[Start of Attachment]

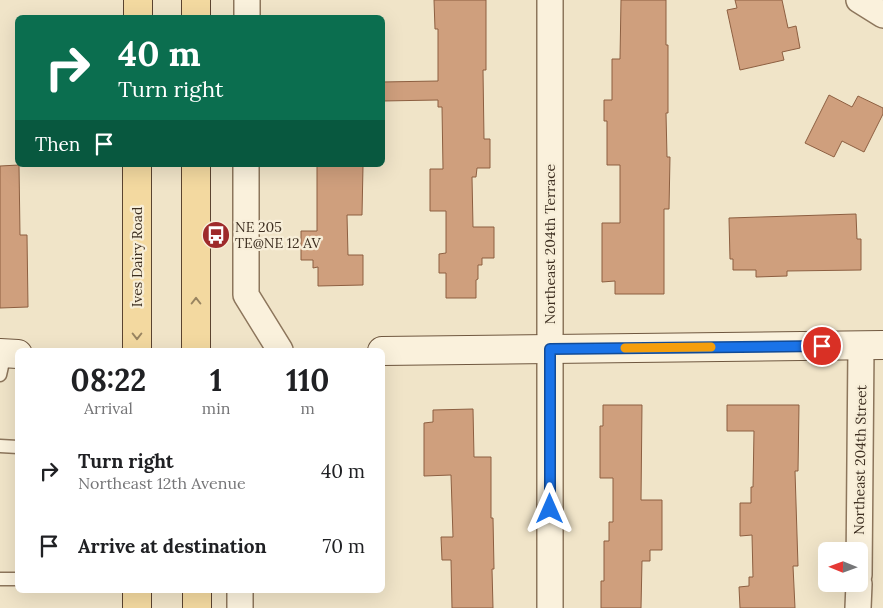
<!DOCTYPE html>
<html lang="en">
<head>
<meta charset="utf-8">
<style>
  body { margin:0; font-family:Lora,serif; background:#f6f6f6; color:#202124; height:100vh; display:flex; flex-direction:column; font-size:19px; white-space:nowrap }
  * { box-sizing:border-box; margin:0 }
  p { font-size:16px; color:#757577 }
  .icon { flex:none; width:28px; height:28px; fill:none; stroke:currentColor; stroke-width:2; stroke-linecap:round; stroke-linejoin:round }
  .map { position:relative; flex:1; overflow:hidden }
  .sheet { position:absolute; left:15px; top:348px; width:370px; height:245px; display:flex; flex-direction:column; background:#fff; border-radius:8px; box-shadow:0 5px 20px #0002 }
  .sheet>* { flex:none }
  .top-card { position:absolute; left:15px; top:15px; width:370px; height:152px; border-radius:8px; box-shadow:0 5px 20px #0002; background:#0b6e4f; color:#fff; overflow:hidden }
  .needle { width:32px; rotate:271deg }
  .controls { position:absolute; left:818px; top:542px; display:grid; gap:10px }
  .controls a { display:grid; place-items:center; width:50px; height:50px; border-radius:8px; background:#fff; box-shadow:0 5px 20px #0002; font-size:25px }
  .pin { position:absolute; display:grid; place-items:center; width:42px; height:42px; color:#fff; margin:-21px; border:2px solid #fff; border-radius:50%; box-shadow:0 1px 5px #0007 }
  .me { position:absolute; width:55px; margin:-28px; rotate:0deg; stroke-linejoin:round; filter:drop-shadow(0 0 4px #0008) }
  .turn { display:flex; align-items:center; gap:18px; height:105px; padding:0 20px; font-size:22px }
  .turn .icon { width:65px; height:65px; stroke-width:2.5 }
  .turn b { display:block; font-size:35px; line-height:42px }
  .then { display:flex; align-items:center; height:48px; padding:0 20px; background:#0003; gap:10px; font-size:19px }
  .eta { display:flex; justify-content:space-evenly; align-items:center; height:85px; text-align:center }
  .eta b { font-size:30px; font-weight:700; line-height:35px }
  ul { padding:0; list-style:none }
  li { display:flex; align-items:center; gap:15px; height:75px; padding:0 20px }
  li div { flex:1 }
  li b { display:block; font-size:19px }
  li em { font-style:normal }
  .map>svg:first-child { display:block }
  .building { fill:#cf9f7d; stroke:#8d5f41 }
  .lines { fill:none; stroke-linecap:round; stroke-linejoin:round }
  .lane-casing { stroke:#8d765c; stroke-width:15 }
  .street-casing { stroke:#8d765c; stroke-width:28 }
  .secondary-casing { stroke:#6f573f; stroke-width:30 }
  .primary-casing { stroke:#5b4430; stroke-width:30 }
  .lane { stroke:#faf1dc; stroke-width:12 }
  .street { stroke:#faf1dc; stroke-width:25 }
  .secondary { stroke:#faf1dc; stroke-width:28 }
  .primary { stroke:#f3d9a0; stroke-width:28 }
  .oneway { stroke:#988460 }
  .route-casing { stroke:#114b97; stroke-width:12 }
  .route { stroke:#1a73e8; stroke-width:9 }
  .slow { stroke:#f59e0b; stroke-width:9 }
  .labels { text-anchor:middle; stroke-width:4.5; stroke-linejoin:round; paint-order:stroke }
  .poi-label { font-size:14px; fill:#3d2e20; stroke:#f7eed8; text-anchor:start }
  .street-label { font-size:14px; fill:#3d2e20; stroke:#f7eed8 }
</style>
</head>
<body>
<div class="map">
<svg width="883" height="608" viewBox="0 0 883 608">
  <rect width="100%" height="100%" fill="#f0e4c8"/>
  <g class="building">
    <path d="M 434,0 L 486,0 L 486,70 L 483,70 L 484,139 L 490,139 L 490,168 L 477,168 L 476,177 L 472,177 L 473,227 L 494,227 L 494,258 L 482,258 L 482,265 L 478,265 L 478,279 L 476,280 L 476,298 L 446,298 L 446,273 L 439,273 L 439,254 L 446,253 L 446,211 L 430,211 L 430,169 L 443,169 L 442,107 L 438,107 L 438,100 L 382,101 L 382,82 L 438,81 L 438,29 L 435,29 Z"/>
    <path d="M 621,0 L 666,0 L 666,45 L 668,45 L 668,113 L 666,113 L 667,157 L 670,157 L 669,209 L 664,209 L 664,294 L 615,294 L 615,281 L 602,282 L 602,223 L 620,223 L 620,165 L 607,165 L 607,121 L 604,121 L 604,100 L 612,100 L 612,59 L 620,59 Z"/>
    <path d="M 735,0 L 782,0 L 788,28 L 796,26 L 800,48 L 782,52 L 784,60 L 740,70 L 727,10 L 737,8 Z"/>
    <path d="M 829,95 L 852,107 L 858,96 L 883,108 L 883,114 L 864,152 L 842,141 L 834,157 L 805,143 Z"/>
    <path d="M 19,165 L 20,235 L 27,235 L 28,307 L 0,308 L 0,166 Z"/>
    <path d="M 317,165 L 363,166 L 362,215 L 347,215 L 348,255 L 363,255 L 363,285 L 318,286 L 318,267 L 313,268 L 313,260 L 301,260 L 301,231 L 317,231 Z"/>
    <path d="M 856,214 L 857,239 L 861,239 L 861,270 L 787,271 L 787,276 L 756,277 L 756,270 L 733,270 L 733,259 L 730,259 L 729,218 Z"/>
    <path d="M 603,405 L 642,405 L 641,500 L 662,500 L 662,550 L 650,550 L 650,561 L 642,561 L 641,608 L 601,608 L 601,581 L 604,581 L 604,541 L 609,541 L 609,522 L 613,522 L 613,478 L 600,478 L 600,426 L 603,426 Z"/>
    <path d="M 727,405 L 799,405 L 798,471 L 795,471 L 798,566 L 793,566 L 795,608 L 740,608 L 739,587 L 749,586 L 749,577 L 753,577 L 752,535 L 740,536 L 740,503 L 751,503 L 751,487 L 753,487 L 754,431 L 727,431 Z"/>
    <path d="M 473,409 L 474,457 L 491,457 L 491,518 L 493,518 L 494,569 L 492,569 L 493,608 L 452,608 L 451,560 L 442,560 L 441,537 L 453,537 L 451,475 L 424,476 L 424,423 L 433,422 L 433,410 Z"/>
  </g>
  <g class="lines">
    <defs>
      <g id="lane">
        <path d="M 0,375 L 5,353"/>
        <path d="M 0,446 L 18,447"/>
        <path d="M 0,579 L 18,579"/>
      </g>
      <g id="street">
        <path d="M 550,0 L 550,608"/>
        <path d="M 859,0 L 883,15"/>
        <path d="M 247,18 L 247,0"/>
        <path d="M 246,165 L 246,295 L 280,350"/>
        <path d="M 859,575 L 861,346"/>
        <path d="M 240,590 L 240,608"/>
        <path d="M 858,608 L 859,584"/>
      </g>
      <g id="secondary">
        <path d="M 382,351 L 883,345"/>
        <path d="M 0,353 L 18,354"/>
      </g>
      <g id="primary">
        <path d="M 196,0 L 196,18"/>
        <path d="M 138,18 L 138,0"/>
        <path d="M 196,165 L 196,350"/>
        <path d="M 137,350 L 137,165"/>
        <path d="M 137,590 L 137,608"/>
        <path d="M 197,590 L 197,608"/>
      </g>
    </defs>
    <use href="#lane" class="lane-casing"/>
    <use href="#street" class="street-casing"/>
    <use href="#secondary" class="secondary-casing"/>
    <use href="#primary" class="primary-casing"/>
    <use href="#lane" class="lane"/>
    <use href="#street" class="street"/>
    <use href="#secondary" class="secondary"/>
    <use href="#primary" class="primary"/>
  </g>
  <defs><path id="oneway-chevron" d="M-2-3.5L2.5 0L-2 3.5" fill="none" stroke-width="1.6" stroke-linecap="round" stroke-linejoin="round" transform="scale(1.25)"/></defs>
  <g class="oneway">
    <use href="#oneway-chevron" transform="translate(196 301) rotate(-90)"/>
    <use href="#oneway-chevron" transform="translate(137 336) rotate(90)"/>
  </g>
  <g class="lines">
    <defs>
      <path id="route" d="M 550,509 L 550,349 L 822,346"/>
    </defs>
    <use href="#route" class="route-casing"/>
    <use href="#route" class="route"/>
    <path class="slow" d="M 625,348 L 711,347"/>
  </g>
  <defs>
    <symbol id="bus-disc" viewBox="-11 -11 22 22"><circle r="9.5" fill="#9e2a2b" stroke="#f7eed8"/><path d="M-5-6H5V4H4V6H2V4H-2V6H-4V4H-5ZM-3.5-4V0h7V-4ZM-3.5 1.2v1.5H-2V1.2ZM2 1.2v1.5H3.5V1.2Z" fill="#fff"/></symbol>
  </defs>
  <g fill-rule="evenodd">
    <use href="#bus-disc" x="200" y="219" width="32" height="32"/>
  </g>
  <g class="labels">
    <g class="poi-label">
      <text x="235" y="232">NE 205<tspan x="235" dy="16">TE@NE 12 AV</tspan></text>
    </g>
    <g class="street-label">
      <text transform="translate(550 244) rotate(-90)" y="5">Northeast 204th Terrace</text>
      <text transform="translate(137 257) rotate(-90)" y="5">Ives Dairy Road</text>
      <text transform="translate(860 460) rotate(-89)" y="5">Northeast 204th Street</text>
    </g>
  </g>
</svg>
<div class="controls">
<a><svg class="needle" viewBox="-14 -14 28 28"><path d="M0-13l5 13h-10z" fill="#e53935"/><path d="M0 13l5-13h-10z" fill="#757577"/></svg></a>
</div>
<div class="pin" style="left:822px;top:346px;background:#d93025"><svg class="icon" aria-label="arrive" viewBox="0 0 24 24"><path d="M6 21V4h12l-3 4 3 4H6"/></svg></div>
<svg class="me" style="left:550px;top:509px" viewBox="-20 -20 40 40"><path d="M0-17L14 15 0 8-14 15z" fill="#1a73e8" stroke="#fff" stroke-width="4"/></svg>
<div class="top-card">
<div class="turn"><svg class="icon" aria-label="right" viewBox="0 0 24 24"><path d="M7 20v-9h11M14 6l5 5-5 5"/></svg><div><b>40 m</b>Turn right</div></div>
<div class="then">Then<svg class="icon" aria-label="arrive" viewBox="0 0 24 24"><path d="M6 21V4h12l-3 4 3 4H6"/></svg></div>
</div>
<section class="sheet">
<div class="eta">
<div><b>08:22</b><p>Arrival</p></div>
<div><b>1</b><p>min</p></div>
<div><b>110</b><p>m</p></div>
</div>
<ul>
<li><svg class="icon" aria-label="right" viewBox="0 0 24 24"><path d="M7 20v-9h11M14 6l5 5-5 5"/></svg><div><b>Turn right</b><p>Northeast 12th Avenue</p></div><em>40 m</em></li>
<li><svg class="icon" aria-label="arrive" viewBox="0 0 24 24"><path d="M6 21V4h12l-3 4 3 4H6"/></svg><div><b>Arrive at destination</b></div><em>70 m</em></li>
</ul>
</section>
</div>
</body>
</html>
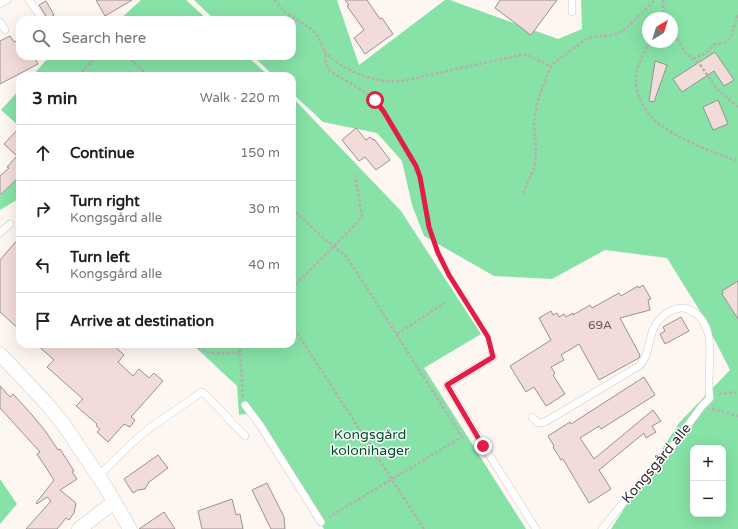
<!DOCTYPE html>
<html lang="en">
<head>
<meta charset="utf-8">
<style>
	body { margin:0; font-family:"Varela Round",sans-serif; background:#f6f6f6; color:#202124 }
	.controls { position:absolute; right:12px; bottom:12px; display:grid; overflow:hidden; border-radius:8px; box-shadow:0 4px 16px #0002 }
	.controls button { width:36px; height:36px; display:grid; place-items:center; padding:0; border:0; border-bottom:1px solid #e0e0e0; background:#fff; color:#202124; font:20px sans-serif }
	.compass { position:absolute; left:642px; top:12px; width:36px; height:36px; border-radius:50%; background:#fff; box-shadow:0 4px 16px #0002; rotate:38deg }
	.stop { position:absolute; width:12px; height:12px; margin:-9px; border:3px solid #e11d48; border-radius:50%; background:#fff }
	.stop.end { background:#e11d48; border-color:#fff; box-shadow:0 1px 4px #0008 }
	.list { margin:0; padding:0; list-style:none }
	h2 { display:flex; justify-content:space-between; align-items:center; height:52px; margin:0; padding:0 16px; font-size:17px }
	h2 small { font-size:13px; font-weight:400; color:#757577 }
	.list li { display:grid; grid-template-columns:26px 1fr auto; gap:12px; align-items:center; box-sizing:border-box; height:56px; padding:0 16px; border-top:1px solid #e0e0e0 }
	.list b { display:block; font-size:15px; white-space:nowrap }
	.list p { margin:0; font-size:13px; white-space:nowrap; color:#757577 }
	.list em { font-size:13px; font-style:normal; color:#757577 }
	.icon { flex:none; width:22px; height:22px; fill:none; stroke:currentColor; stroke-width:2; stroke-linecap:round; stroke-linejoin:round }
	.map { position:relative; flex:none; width:738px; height:529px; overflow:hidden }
	.search { position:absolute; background:#fff; box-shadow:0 4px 16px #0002; left:16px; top:16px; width:280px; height:44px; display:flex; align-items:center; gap:10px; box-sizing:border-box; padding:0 14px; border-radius:12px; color:#757577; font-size:15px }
	.panel { position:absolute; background:#fff; box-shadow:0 4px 16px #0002; left:16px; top:72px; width:280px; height:276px; border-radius:12px }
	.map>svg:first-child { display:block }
</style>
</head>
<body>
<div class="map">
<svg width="738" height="529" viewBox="0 0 738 529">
	<rect width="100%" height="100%" fill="#fdf6f1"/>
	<path fill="#86e2a7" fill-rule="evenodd" d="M 141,0 L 186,0 L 208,20 L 119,20 Z
		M 194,0 L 337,0 L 359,65 L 445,0 L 450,0 L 558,39 L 582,29 L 581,0 L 738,0 L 738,529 L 611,529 L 679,423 L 730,370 L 700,311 L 667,258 L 605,250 L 552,279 L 494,276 L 424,236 L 412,205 L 402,161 L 377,133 L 323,122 L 292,93 L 292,76 L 274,76 L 253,56 L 292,56 L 292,20 L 215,20 ZM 648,18 L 672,18 L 672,42 L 648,42 ZM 693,448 L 723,448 L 723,514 L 693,514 Z
		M 50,56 L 247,56 L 269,76 L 32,76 Z
		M 20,89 L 20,127 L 1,110 Z
		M 292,97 L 401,211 L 481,334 L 424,368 L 526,529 L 324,529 L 251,413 L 239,415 L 237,386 L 192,344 L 292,344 Z
		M 20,175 L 20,198 L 0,210 L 0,196 Z
		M 0,479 L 17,504 L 0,524 Z"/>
	<path fill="#f2dcd9" stroke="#9a9190" d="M 96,0 L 132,0 L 105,16 Z
		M 345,0 L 367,0 L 380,19 L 382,18 L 393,34 L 365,54 L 354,38 L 364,30 L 347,6 L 349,5 Z
		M 500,0 L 557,0 L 531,35 L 495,8 Z
		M 46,1 L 54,15 L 48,19 L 39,5 Z
		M 10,36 L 14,42 L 20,39 L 20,56 L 33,56 L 38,64 L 0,84 L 0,41 Z
		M 715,52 L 734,80 L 724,86 L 714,71 L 682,92 L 673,79 Z
		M 655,61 L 667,65 L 654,102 L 649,101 Z
		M 718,100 L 728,124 L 713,130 L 703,107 Z
		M 20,127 L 20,178 L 19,177 L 0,195 L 0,176 L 9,168 L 7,167 L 17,156 L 4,144 Z
		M 356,128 L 366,140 L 370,137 L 373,140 L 374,139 L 390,160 L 376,170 L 365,157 L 359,161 L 342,140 Z
		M 20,237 L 20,330 L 0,312 L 0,260 Z
		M 738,281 L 738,319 L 722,294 L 723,293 L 722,291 Z
		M 643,285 L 651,299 L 648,300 L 650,310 L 620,318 L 640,355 L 639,358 L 599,380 L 579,344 L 561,355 L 564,360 L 551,367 L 555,373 L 553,375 L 565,394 L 546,406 L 534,387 L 526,392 L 510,366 L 551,340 L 539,318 L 551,311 L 553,315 L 557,313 L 559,317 L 564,314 L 566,317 L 573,313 L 573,315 L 590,305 L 592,308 L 619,293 L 621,296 L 638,286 L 639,288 Z
		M 681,317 L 689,331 L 665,344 L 660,334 L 665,331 L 663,327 Z
		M 36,344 L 112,344 L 124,355 L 118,362 L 133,376 L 139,369 L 149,378 L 154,373 L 163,381 L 131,417 L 135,420 L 130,427 L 124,424 L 108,442 L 97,432 L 100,429 L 96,426 L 97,424 L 76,406 L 83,399 L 47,367 L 54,360 Z
		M 644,377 L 655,395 L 601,429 L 599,426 L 580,438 L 594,459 L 653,410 L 661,421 L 652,426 L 656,432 L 646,438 L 644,433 L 599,470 L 611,489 L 589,503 L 563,459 L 561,460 L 553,447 L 554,446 L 548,436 L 570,422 L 571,424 Z
		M 0,386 L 10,397 L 13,394 L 33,416 L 46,432 L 58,450 L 60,449 L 74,471 L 72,472 L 77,479 L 60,490 L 76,503 L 74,513 L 69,520 L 66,518 L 57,529 L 26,529 L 51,501 L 47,497 L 37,504 L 36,503 L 54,480 L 37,454 L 40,452 L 0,408 Z
		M 158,455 L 168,468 L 149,482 L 145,489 L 138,490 L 133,493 L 124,479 Z
		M 267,483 L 284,517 L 285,529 L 271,529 L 252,490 Z
		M 232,499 L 236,515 L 240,514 L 243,529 L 202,529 L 198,511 Z
		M 164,512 L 175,529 L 139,529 Z"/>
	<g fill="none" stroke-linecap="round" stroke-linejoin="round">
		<g stroke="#d1cac6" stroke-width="8">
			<path id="service" d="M 29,0 L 43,20
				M 572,0 L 572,12
				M 0,4 L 7,0
				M 0,22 L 5,30
				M 0,233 L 10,224
				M 493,357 L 447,385 L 483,445 L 536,529
				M 245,405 L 260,425 L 321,522
				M 532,417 L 538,423 L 545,422 L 639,366 C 651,355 647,337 656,324 C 662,315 674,307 684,308 C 689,309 694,312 698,315 C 719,336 705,372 710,398 L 702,406 L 671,448 L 627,498 L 602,529
				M 98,476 L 131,444 L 151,427 L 202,392 L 207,396 L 245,436"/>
		</g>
		<g stroke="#d1cac6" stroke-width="15">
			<path id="minor" d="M 0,354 L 46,403 L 64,425 L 105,486 L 130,529
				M 79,529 L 114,502"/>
		</g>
		<path stroke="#b6b0ad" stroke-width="2.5" stroke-dasharray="3 2" stroke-linecap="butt" d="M 274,0 L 286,13 L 310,28 L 318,36 L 325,52
			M 663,0 L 663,14 L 665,18
			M 672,30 L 684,51 L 701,66 L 717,89 L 738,107
			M 649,42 C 644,53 637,65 636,76 C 634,94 646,114 660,125 C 681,140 713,153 738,161
			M 127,56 L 149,76
			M 693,59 L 707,52 L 714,45 L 726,42 L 731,37 L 738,14
			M 78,76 L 97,56
			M 18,183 L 20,186
			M 523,193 L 535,166 L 536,147 L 534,124 L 537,103 L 549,70 L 553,64 L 585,40 L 592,37 L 613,35 L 623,31 L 655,0
			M 292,209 L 326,240 L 345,255 L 350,262 L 462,437 L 329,517
			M 292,288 L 355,225 L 362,216 L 355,175
			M 292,325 L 424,529
			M 397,334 L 446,302
			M 194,344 C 209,357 222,353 240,352
			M 241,344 L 240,352 L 243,398
			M 491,348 L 488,337 L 449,275 L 438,253 L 429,227 L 420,177 L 412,157 L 384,112 L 375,100 L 360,89 L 330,71 L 326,64 L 325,52 C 342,71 376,84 402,81 L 520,55 L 527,55 L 552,67
			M 719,394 L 738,392
			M 712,409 L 738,416"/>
		<use href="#service" stroke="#fff" stroke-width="7"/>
		<use href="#minor" stroke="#fff" stroke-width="14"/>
	</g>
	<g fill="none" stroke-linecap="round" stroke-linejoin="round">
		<path stroke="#e11d48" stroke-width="5" d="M 375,100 L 384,112 L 416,166 L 420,177 L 429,227 L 438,253 L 449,275 L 488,337 L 493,357 L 447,385 L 483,446"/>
	</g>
	<g text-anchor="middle" stroke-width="3" stroke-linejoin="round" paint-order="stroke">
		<g font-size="12" fill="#645c5b">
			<text x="600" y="329">69A</text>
		</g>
		<g font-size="14" fill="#014e2a" stroke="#fff">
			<text x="370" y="439">Kongsgård<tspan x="370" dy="16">kolonihager</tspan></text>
		</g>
		<g font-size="14" fill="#353231" stroke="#fff">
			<text transform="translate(656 463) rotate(-50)" y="5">Kongsgård alle</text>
		</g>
	</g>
</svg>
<div class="controls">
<button>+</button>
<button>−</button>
</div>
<svg class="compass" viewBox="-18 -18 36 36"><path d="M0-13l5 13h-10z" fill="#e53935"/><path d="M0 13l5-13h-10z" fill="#757577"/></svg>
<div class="stop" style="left:375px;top:100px"></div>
<div class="stop end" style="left:483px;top:446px"></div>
<div class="search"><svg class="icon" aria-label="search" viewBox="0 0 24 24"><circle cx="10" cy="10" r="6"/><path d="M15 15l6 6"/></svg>Search here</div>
<section class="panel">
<h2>3 min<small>Walk · 220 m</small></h2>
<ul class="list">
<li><svg class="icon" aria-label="ahead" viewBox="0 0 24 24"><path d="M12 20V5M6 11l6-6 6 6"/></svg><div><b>Continue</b></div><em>150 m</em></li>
<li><svg class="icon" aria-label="right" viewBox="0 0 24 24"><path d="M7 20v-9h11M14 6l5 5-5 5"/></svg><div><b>Turn right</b><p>Kongsgård alle</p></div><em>30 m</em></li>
<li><svg class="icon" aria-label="left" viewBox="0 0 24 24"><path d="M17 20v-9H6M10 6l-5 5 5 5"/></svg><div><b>Turn left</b><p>Kongsgård alle</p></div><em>40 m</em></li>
<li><svg class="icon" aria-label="arrive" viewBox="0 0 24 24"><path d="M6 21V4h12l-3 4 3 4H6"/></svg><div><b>Arrive at destination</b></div></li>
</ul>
</section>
</div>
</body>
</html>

[End of Attachment]

#### GOAL OF THE EXERCISE
From the records above, reproduce exactly the lines from the one with "display:grid; place-items:center; width:50px;" to the one with "display:block; font-size:35px; line-height:42px", both included, and no others.

#### SOLUTION TO THIS PROBLEM
  .controls a { display:grid; place-items:center; width:50px; height:50px; border-radius:8px; background:#fff; box-shadow:0 5px 20px #0002; font-size:25px }
  .pin { position:absolute; display:grid; place-items:center; width:42px; height:42px; color:#fff; margin:-21px; border:2px solid #fff; border-radius:50%; box-shadow:0 1px 5px #0007 }
  .me { position:absolute; width:55px; margin:-28px; rotate:0deg; stroke-linejoin:round; filter:drop-shadow(0 0 4px #0008) }
  .turn { display:flex; align-items:center; gap:18px; height:105px; padding:0 20px; font-size:22px }
  .turn .icon { width:65px; height:65px; stroke-width:2.5 }
  .turn b { display:block; font-size:35px; line-height:42px }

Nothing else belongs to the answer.